CI pipeline configuration from a team that added AI review gates


after a production incident traced to unreviewed AI generated auth logic

steps: , name: semgrep-security-scan run: semgrep --config=p/owasp-top-ten --error . , name: ai-code-flag-review run: | git diff origin/main --name-only | xargs grep -l "# generated" \ | xargs python scripts/require_manual_sign_off.py , name: dependency-audit run: pip-audit --requirement requirements.txt --fail-on-vuln

That pipeline reflects a pattern several engineering teams arrived at independently after incidents: gate the AI-generated code differently than the handwritten code. Not because the AI is always wrong, but because the review instincts that catch problems in handwritten code do not automatically transfer when the code looks complete and idiomatic before the human reads it. The gate is not a judgment about the tool. It is a correction for a known human cognitive bias that the tool triggers reliably.

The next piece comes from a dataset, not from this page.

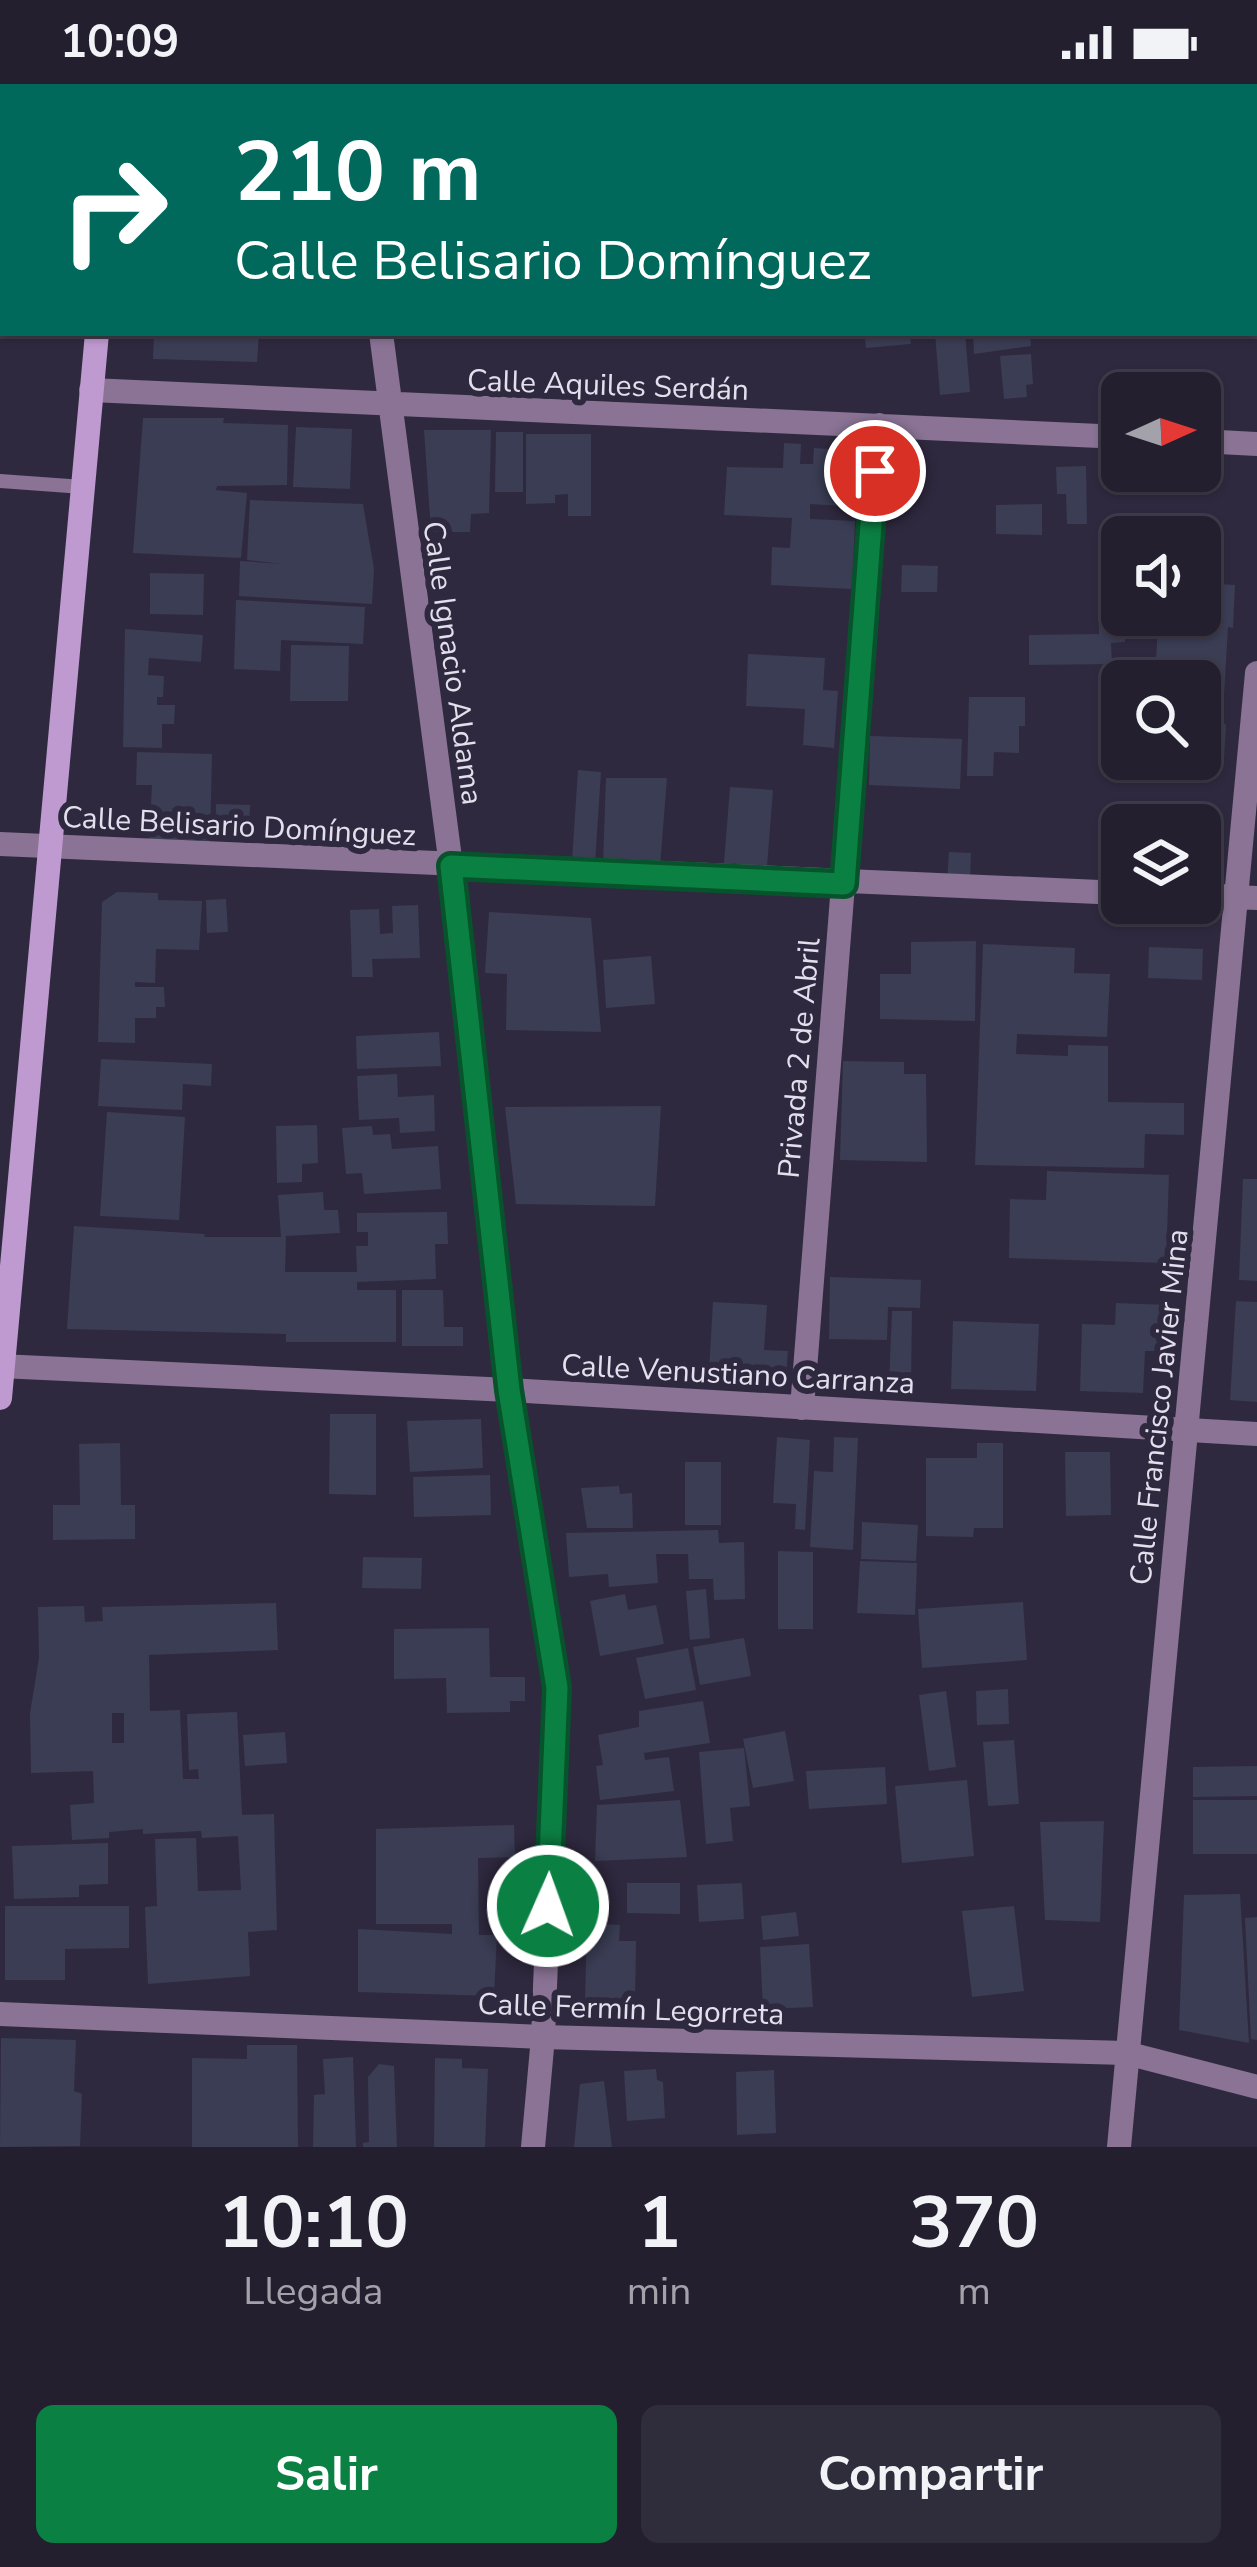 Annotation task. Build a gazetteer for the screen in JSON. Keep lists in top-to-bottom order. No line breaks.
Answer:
{"streets":{"street":["Calle Aquiles Serdán","Calle Ignacio Aldama","Calle Belisario Domínguez","Privada 2 de Abril","Calle Venustiano Carranza","Calle Francisco Javier Mina","Calle Fermín Legorreta"]},"crossings":[["Calle Aquiles Serdán","Calle Ignacio Aldama"],["Calle Aquiles Serdán","Privada 2 de Abril"],["Calle Ignacio Aldama","Calle Belisario Domínguez"],["Calle Ignacio Aldama","Calle Venustiano Carranza"],["Calle Ignacio Aldama","Calle Fermín Legorreta"],["Calle Belisario Domínguez","Privada 2 de Abril"],["Privada 2 de Abril","Calle Venustiano Carranza"],["Calle Venustiano Carranza","Calle Francisco Javier Mina"],["Calle Francisco Javier Mina","Calle Fermín Legorreta"]],"north":"right","page":{"status":"10:09","turn":["210 m","Calle Belisario Domínguez"],"eta":["10:10","Llegada","1","min","370","m"],"buttons":["Salir","Compartir"]}} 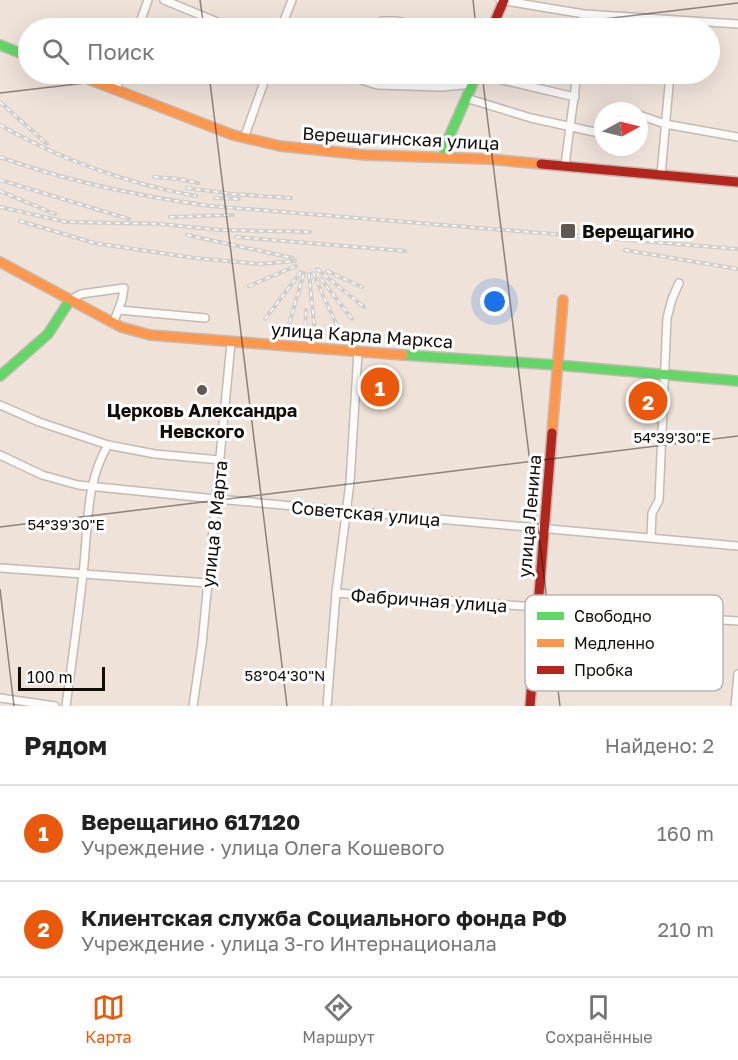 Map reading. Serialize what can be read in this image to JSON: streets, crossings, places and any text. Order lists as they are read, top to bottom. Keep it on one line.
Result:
{"streets":{"main road":["Верещагинская улица","улица Карла Маркса","улица Ленина"],"street":["Советская улица","улица 8 Марта","Фабричная улица"]},"crossings":[["улица Карла Маркса","улица Ленина"],["улица Карла Маркса","улица 8 Марта"],["Советская улица","улица Ленина"],["Советская улица","улица 8 Марта"]],"places":{"transit":["Верещагино"],"other":["Церковь Александра Невского"]},"legend":["Свободно","Медленно","Пробка"],"scale_bar":"100 m","north":"right","page":{"search":"Поиск","pins":["1","2"],"scale":"100 m","heading":["Рядом","Найдено: 2"],"list":[{"mark":"1","name":"Верещагино 617120","note":"Учреждение · улица Олега Кошевого","value":"160 m"},{"mark":"2","name":"Клиентская служба Социального фонда РФ","note":"Учреждение · улица 3-го Интернационала","value":"210 m"}],"nav":["Карта","Маршрут","Сохранённые"]},"coordinates":["54°39'30\"E","58°04'30\"N"]} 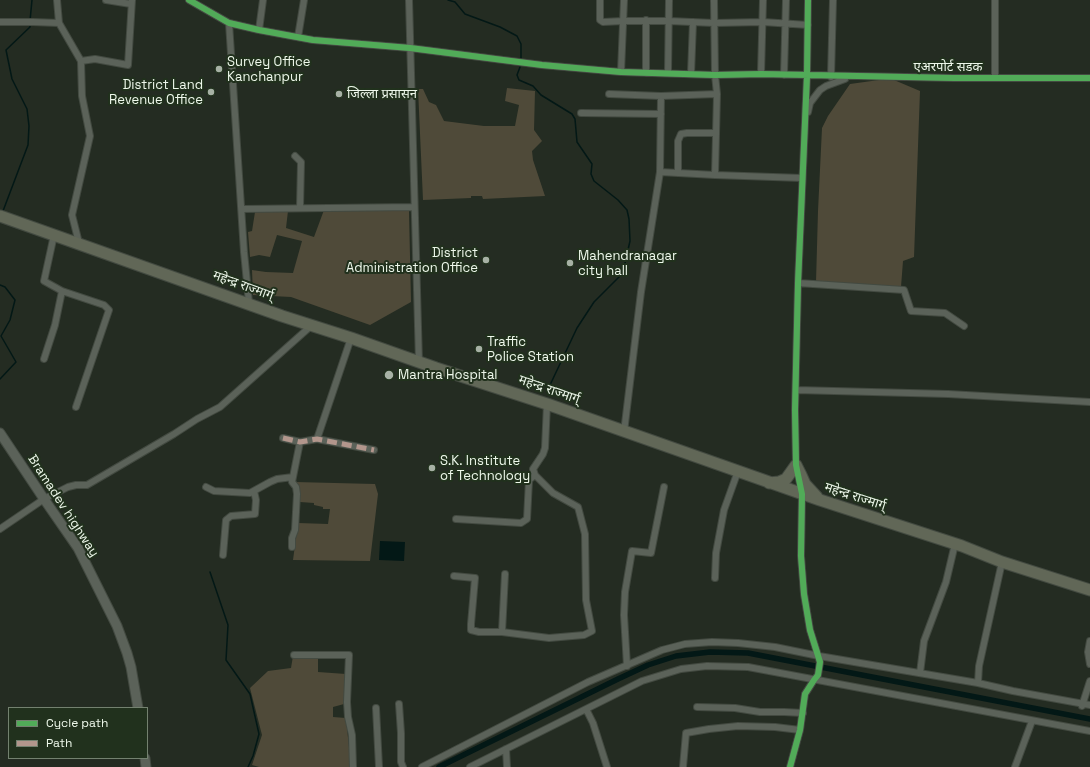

The pattern that has not resolved yet as of mid 2026 is this: the tooling vendors and the governance vendors are building in parallel without a shared model of where the risk actually lives. One side is optimizing completion rate. The other is selling audit trails. Neither is directly addressing the confidence calibration problem that sits between them. The defects are not randomly distributed across the codebase. They cluster in exactly the places where the AI confidently handled something the developer did not fully specify, and the developer trusted the completion signal instead of the specification. Fix the signal, or at minimum stop trusting it without a gate, and the security curve looks different. Until the vendors building the tools and the vendors selling governance agree on that mechanism, the gap between what developers believe they shipped and what the CMU benchmark methodology would score them on is likely to keep widening.